[Records from a dataset]
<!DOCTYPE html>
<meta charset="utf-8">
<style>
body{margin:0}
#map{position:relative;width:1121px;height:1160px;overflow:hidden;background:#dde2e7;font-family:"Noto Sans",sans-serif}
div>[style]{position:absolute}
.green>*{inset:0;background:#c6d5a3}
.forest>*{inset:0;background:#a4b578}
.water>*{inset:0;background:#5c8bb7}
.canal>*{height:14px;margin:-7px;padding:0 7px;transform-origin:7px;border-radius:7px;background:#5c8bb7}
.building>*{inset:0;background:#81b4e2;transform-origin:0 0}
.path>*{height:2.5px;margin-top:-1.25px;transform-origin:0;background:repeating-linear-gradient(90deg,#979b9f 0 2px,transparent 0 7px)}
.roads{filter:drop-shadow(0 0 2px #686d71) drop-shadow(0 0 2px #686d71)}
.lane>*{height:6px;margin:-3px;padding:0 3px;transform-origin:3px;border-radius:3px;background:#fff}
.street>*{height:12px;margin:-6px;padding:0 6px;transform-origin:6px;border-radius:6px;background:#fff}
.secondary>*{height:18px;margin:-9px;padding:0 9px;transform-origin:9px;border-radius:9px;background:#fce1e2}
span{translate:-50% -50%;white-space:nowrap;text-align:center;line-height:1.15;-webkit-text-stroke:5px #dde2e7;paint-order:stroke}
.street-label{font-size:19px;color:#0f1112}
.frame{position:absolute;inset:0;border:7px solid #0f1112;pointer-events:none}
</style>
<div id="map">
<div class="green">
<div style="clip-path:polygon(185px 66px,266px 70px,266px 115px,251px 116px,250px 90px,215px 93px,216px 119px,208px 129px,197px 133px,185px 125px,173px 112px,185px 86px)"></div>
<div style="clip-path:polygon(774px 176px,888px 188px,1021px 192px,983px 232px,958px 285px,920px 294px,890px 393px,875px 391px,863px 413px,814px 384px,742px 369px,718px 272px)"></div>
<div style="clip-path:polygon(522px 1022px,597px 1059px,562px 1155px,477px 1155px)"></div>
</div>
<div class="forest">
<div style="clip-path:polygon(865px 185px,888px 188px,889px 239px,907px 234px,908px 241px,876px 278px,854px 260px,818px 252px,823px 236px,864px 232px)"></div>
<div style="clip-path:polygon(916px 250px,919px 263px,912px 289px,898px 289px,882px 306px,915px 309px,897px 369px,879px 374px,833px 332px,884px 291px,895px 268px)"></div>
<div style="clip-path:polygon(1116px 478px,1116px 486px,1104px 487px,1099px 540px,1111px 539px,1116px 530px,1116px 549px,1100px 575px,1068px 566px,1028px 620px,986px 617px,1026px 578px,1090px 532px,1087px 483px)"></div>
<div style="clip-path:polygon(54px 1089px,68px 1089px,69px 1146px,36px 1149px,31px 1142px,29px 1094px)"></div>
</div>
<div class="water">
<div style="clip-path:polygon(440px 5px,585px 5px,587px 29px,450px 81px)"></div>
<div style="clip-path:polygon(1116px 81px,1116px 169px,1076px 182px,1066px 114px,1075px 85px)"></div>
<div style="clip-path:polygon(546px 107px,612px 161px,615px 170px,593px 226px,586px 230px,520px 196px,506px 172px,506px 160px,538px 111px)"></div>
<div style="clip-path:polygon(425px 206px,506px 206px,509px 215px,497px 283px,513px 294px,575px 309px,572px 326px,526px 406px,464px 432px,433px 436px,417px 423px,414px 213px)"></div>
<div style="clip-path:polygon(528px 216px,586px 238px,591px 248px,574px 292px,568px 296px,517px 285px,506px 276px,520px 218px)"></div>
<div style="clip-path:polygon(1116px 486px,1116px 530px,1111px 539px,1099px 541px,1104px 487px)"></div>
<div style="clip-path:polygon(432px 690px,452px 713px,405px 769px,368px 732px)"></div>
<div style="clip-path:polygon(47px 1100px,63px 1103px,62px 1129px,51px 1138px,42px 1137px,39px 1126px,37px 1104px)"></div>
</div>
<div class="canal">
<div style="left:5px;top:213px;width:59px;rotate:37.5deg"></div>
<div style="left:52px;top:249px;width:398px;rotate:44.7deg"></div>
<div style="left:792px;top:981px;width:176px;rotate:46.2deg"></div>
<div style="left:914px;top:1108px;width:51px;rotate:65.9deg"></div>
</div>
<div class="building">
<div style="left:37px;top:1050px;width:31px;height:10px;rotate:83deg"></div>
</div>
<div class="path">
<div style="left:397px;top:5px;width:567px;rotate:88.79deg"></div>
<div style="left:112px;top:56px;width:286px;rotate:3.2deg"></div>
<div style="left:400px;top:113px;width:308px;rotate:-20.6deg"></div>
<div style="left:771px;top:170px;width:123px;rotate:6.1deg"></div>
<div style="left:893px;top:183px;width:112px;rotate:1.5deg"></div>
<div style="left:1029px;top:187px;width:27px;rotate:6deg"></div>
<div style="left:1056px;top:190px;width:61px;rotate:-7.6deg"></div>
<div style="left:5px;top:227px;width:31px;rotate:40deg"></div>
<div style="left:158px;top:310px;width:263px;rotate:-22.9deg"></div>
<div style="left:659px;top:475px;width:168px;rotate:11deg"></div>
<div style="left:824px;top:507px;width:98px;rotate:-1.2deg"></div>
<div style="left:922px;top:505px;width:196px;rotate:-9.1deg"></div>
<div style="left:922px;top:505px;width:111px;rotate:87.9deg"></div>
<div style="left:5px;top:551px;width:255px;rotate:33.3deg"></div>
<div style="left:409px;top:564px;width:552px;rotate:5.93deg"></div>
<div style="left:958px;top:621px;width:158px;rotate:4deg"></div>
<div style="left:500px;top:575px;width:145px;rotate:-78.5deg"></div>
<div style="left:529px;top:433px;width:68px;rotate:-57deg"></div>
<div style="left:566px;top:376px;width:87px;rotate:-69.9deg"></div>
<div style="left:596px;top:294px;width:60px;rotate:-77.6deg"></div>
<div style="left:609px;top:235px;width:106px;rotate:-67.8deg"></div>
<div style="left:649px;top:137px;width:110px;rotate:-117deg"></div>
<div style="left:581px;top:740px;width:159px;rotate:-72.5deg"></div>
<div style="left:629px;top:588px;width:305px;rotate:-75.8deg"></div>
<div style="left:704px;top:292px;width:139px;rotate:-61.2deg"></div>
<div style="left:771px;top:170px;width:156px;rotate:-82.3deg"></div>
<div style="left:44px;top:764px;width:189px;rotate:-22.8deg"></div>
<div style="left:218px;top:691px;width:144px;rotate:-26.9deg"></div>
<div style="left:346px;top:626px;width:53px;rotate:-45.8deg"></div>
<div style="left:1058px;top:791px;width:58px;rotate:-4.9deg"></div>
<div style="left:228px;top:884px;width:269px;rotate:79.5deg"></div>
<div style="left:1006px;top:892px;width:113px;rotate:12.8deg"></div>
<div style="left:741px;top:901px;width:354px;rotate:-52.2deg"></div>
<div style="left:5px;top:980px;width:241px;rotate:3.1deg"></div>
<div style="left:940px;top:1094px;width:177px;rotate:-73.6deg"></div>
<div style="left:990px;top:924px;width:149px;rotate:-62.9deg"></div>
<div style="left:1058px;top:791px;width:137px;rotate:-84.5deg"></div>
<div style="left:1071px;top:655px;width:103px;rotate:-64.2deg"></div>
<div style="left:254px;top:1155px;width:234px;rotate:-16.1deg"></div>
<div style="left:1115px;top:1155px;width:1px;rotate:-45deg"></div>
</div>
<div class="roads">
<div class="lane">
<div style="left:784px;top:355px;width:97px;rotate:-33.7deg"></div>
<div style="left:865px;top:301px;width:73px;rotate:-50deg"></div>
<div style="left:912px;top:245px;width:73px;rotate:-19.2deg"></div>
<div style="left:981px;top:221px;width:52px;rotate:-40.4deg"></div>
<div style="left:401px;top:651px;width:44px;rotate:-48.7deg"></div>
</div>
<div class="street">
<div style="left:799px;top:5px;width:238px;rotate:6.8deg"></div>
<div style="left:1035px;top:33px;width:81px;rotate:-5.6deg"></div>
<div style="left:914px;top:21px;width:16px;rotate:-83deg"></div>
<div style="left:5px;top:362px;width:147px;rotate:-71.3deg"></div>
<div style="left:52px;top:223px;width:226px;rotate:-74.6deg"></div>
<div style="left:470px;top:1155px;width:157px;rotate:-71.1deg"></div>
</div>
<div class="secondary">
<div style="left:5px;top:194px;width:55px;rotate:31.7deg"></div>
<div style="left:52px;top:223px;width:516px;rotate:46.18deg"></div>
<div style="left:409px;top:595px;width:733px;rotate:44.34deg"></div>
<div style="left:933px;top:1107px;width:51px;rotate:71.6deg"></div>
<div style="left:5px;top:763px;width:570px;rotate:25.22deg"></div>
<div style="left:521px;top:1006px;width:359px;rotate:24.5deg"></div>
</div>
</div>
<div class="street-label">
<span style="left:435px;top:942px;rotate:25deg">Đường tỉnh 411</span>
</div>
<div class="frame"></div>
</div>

• _Exercise aim_
Tally the lines in the records that contain "lane", then give only the tally.

• _Task result_
2